### What this task involves
Pictures must be dropped from the copy of the entries below; all else is returned exactly.

### Data under study

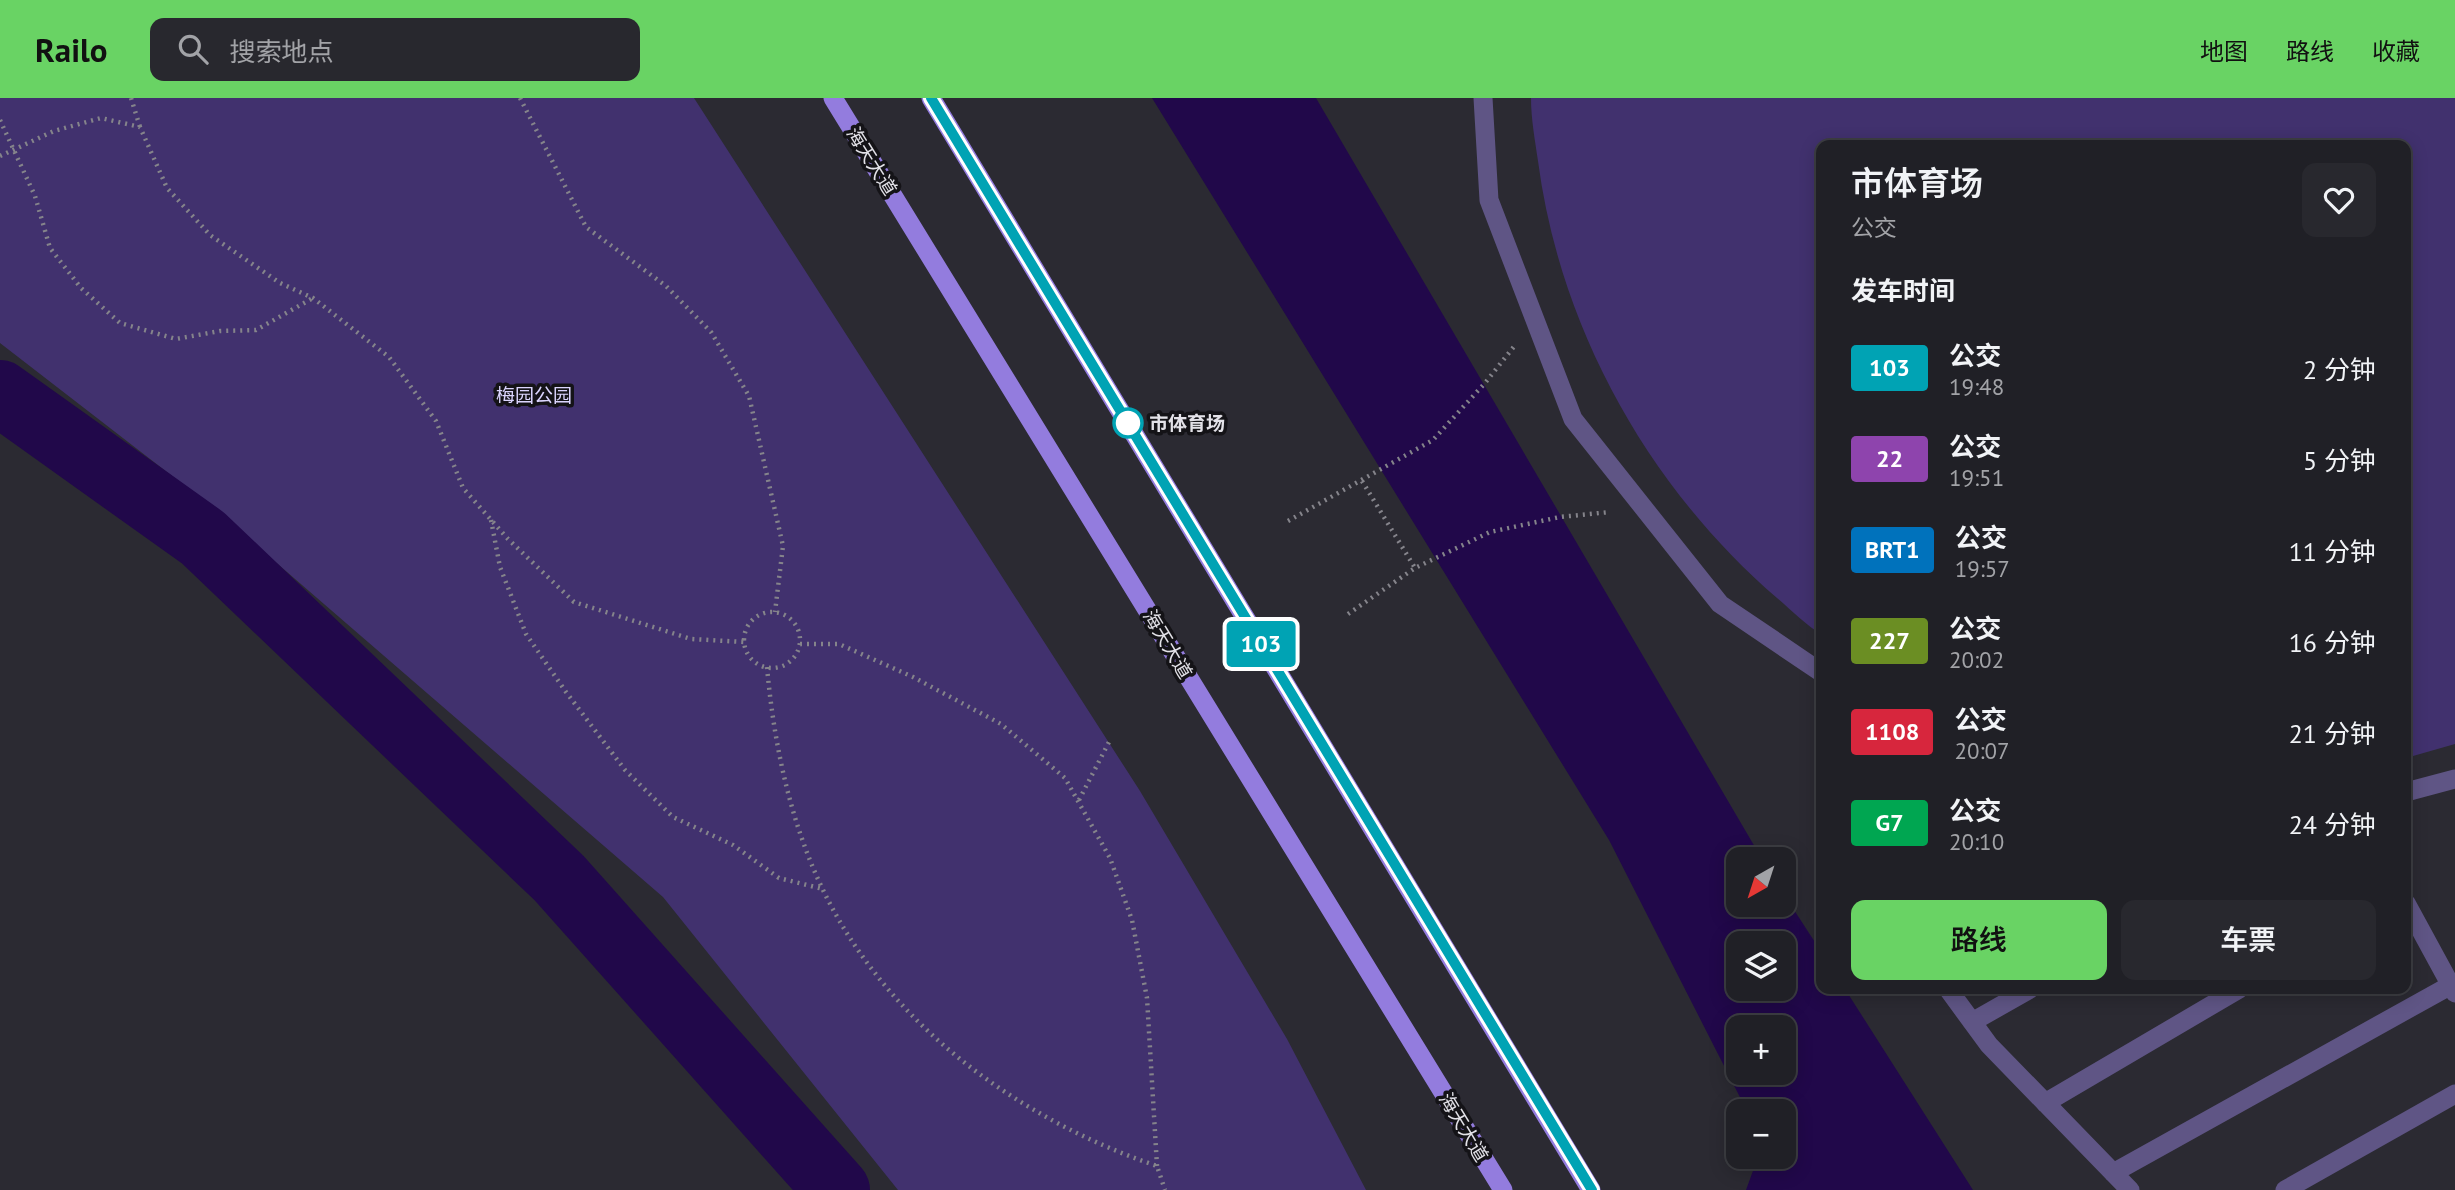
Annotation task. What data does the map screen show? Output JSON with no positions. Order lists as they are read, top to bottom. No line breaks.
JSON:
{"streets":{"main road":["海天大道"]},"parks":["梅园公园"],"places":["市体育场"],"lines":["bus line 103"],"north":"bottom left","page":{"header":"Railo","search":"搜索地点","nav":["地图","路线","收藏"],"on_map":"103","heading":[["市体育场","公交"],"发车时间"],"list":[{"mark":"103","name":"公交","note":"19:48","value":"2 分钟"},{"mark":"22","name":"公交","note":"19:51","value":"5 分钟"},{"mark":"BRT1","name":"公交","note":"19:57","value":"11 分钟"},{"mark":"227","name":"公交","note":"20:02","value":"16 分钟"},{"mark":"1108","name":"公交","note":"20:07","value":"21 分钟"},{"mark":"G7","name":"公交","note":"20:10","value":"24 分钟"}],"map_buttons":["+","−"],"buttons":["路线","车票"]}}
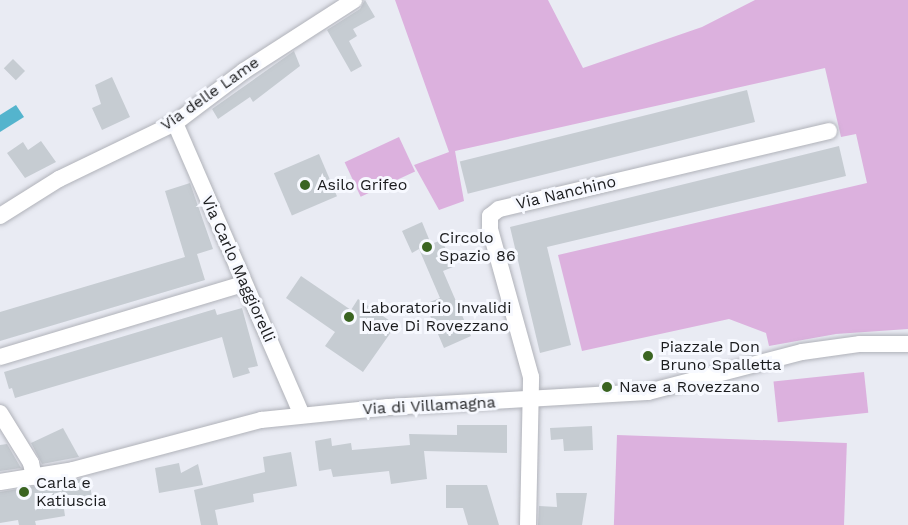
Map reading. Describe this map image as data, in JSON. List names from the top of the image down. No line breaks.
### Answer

### Task response
Annotation task. What data does the map screen show? Output JSON with no positions. Order lists as they are read, top to bottom. No line breaks.
JSON:
{"streets":{"main road":["海天大道"]},"parks":["梅园公园"],"places":["市体育场"],"lines":["bus line 103"],"north":"bottom left","page":{"header":"Railo","search":"搜索地点","nav":["地图","路线","收藏"],"on_map":"103","heading":[["市体育场","公交"],"发车时间"],"list":[{"mark":"103","name":"公交","note":"19:48","value":"2 分钟"},{"mark":"22","name":"公交","note":"19:51","value":"5 分钟"},{"mark":"BRT1","name":"公交","note":"19:57","value":"11 分钟"},{"mark":"227","name":"公交","note":"20:02","value":"16 分钟"},{"mark":"1108","name":"公交","note":"20:07","value":"21 分钟"},{"mark":"G7","name":"公交","note":"20:10","value":"24 分钟"}],"map_buttons":["+","−"],"buttons":["路线","车票"]}}
Map reading. Describe this map image as data, in JSON. List names from the top of the image down. No line breaks.
### Answer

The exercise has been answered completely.